Your instructions: From the entries below, output the line with "682,142 622,191 600,163" and each following line up to and including the line with "241,154 251,154 264,170", exactly as written.

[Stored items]
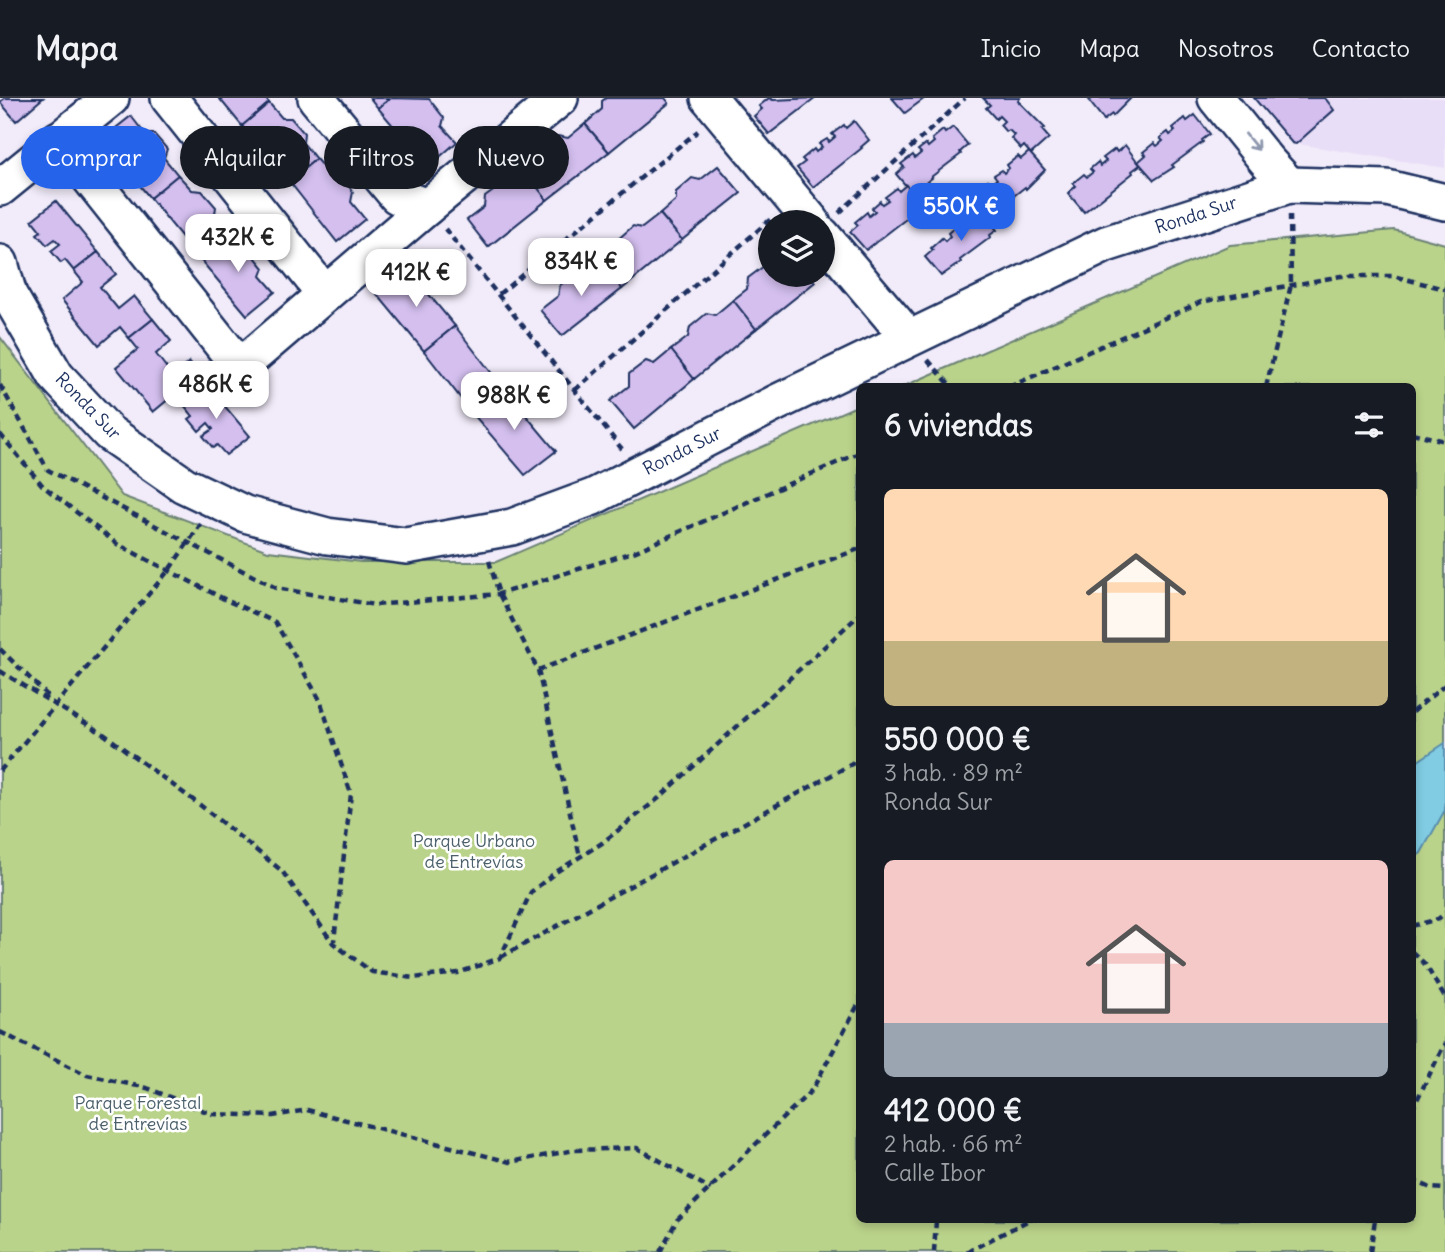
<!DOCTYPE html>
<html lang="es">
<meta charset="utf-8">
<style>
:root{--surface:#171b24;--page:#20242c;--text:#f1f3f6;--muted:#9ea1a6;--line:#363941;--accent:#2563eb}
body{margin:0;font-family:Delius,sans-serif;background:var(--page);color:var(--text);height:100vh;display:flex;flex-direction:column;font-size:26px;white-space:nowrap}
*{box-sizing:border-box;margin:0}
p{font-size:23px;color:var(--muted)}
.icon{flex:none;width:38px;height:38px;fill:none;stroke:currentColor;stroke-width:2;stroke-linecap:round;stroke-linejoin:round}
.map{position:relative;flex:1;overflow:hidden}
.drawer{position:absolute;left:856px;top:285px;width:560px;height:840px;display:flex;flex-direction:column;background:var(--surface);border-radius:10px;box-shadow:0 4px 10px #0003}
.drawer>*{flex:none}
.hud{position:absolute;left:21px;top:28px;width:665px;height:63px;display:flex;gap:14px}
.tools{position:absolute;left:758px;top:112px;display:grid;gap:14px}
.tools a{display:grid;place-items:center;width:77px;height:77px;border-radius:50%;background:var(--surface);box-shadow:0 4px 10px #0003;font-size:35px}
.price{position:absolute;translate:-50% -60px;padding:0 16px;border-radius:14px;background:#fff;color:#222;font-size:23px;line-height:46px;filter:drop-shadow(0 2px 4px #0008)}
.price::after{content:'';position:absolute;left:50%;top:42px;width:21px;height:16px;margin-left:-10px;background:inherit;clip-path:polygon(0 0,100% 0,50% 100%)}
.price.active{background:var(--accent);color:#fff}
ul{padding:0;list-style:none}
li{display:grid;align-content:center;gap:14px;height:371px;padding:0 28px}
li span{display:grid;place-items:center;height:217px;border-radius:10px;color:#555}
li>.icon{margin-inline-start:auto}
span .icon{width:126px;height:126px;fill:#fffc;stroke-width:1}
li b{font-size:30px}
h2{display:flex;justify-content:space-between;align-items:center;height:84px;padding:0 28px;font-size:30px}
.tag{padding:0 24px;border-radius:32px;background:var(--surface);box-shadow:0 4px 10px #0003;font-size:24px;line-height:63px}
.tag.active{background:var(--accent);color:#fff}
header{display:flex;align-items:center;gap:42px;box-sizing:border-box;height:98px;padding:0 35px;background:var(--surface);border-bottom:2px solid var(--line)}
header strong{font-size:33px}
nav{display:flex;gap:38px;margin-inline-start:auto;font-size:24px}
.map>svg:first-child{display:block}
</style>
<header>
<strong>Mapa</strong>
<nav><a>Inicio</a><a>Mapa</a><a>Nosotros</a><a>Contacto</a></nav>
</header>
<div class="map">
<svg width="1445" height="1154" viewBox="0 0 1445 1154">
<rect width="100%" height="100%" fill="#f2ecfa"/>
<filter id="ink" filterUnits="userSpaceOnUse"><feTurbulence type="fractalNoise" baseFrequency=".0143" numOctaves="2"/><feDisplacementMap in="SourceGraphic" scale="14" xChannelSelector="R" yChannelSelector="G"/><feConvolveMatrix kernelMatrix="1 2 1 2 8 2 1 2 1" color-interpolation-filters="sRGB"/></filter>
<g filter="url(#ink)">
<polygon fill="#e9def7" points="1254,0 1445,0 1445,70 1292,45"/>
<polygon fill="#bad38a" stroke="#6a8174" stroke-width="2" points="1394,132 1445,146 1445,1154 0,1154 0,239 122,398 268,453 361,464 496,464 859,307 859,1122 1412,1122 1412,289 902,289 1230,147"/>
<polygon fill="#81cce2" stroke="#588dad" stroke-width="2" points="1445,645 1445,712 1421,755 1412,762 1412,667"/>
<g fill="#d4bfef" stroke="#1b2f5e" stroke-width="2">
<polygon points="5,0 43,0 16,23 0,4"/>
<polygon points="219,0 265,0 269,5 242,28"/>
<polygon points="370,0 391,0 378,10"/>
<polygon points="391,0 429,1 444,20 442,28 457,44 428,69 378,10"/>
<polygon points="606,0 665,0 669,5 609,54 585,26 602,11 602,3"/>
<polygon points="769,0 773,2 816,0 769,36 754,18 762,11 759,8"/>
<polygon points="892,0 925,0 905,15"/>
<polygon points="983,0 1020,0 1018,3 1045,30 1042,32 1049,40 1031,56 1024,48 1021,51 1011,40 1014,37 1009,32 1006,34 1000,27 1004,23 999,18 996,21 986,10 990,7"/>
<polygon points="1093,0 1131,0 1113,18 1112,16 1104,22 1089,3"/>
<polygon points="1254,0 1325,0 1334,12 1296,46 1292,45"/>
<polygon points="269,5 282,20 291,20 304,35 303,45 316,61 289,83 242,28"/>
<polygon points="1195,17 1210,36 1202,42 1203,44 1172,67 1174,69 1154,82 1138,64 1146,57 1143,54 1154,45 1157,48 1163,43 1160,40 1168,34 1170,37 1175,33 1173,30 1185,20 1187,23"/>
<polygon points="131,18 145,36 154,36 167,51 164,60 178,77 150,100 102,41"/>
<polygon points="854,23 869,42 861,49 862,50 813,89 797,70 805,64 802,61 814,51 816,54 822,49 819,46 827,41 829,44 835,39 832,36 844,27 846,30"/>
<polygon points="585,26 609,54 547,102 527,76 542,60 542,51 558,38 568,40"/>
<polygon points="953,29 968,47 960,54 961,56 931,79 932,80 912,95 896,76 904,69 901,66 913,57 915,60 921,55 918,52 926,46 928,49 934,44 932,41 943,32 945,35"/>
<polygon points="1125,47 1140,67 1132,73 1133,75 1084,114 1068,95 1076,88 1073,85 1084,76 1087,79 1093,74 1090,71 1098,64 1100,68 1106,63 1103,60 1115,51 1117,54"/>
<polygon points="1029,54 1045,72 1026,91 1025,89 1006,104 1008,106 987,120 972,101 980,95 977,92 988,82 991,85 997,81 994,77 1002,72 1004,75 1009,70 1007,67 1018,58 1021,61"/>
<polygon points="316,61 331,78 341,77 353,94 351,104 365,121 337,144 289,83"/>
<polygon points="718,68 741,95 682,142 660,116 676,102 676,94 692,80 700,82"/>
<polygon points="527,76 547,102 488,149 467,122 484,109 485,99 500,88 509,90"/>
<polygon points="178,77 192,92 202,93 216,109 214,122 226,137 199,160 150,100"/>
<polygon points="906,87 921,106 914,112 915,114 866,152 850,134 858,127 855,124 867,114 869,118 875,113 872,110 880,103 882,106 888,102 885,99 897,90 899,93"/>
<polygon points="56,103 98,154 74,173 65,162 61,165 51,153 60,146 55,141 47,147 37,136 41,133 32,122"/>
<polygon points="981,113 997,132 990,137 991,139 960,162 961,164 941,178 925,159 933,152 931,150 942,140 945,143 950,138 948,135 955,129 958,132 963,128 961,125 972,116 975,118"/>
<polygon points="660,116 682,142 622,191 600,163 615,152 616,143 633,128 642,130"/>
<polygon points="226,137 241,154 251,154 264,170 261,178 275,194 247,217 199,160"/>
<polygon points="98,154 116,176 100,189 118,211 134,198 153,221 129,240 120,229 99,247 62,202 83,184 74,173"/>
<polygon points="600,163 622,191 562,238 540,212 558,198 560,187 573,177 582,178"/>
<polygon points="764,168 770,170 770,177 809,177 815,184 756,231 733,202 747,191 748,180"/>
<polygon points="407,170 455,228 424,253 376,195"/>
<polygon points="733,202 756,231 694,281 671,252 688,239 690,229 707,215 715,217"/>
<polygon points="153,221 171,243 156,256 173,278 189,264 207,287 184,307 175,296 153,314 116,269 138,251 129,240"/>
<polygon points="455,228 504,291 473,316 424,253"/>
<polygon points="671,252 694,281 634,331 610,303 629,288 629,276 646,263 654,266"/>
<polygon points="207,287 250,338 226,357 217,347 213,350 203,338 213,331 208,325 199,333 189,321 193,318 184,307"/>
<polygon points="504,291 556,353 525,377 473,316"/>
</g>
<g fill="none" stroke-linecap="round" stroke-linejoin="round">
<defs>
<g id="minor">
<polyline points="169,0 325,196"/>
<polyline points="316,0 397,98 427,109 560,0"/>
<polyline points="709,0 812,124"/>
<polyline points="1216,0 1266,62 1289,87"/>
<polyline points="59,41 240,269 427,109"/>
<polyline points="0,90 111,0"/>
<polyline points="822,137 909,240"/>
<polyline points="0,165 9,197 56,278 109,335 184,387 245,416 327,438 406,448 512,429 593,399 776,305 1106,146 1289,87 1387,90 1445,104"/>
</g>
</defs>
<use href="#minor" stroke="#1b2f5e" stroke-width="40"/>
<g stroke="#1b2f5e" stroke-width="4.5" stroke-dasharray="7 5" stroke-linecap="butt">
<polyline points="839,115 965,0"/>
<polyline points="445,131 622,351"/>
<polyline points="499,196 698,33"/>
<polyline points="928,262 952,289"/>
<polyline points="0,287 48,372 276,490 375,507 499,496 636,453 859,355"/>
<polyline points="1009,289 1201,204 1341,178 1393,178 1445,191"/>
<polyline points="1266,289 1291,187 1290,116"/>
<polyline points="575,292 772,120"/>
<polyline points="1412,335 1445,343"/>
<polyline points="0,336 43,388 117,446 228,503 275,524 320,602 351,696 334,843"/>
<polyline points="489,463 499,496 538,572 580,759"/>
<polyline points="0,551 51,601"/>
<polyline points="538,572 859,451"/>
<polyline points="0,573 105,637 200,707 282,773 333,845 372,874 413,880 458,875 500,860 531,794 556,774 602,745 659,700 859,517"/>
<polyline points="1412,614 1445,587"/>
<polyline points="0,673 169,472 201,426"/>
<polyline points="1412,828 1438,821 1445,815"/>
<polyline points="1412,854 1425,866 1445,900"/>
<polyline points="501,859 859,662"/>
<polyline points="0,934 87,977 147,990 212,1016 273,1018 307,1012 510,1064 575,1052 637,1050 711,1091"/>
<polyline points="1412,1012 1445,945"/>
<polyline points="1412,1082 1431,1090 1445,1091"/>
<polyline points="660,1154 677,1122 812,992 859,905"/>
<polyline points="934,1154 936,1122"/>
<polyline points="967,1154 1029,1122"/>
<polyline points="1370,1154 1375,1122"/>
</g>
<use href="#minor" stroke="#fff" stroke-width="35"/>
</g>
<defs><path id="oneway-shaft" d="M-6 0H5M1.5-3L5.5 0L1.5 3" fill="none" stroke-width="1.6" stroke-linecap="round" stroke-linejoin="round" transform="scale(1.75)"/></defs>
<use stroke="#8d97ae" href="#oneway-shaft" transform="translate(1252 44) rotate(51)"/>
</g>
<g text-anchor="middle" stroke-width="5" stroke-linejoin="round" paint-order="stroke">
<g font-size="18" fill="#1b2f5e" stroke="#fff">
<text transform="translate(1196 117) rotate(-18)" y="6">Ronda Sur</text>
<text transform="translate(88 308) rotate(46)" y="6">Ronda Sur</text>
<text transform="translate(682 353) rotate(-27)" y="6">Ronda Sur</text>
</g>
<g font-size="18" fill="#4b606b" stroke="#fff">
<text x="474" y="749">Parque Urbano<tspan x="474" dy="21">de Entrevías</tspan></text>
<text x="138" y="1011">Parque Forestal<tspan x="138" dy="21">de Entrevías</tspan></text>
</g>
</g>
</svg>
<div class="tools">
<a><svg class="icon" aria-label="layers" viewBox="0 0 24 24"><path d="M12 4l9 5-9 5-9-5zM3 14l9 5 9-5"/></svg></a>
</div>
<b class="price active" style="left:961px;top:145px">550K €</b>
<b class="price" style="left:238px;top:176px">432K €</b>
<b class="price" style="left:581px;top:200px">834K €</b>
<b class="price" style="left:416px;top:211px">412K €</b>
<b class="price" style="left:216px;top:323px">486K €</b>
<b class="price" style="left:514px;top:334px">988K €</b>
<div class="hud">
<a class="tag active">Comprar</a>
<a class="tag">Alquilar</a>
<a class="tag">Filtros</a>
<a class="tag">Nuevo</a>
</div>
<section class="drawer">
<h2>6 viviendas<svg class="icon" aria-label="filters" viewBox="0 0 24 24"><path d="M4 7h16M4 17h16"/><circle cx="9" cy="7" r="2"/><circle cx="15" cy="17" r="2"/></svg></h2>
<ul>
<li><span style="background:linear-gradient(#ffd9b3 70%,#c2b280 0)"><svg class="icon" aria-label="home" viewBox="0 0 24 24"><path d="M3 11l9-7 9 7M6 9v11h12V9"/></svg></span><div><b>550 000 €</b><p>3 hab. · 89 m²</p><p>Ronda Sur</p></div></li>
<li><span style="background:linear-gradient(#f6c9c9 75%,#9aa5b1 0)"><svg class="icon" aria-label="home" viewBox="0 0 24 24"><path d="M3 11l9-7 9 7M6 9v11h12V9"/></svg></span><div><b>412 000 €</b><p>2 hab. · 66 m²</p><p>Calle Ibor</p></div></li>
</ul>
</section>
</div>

Exercise output:
<polygon points="660,116 682,142 622,191 600,163 615,152 616,143 633,128 642,130"/>
<polygon points="226,137 241,154 251,154 264,170 261,178 275,194 247,217 199,160"/>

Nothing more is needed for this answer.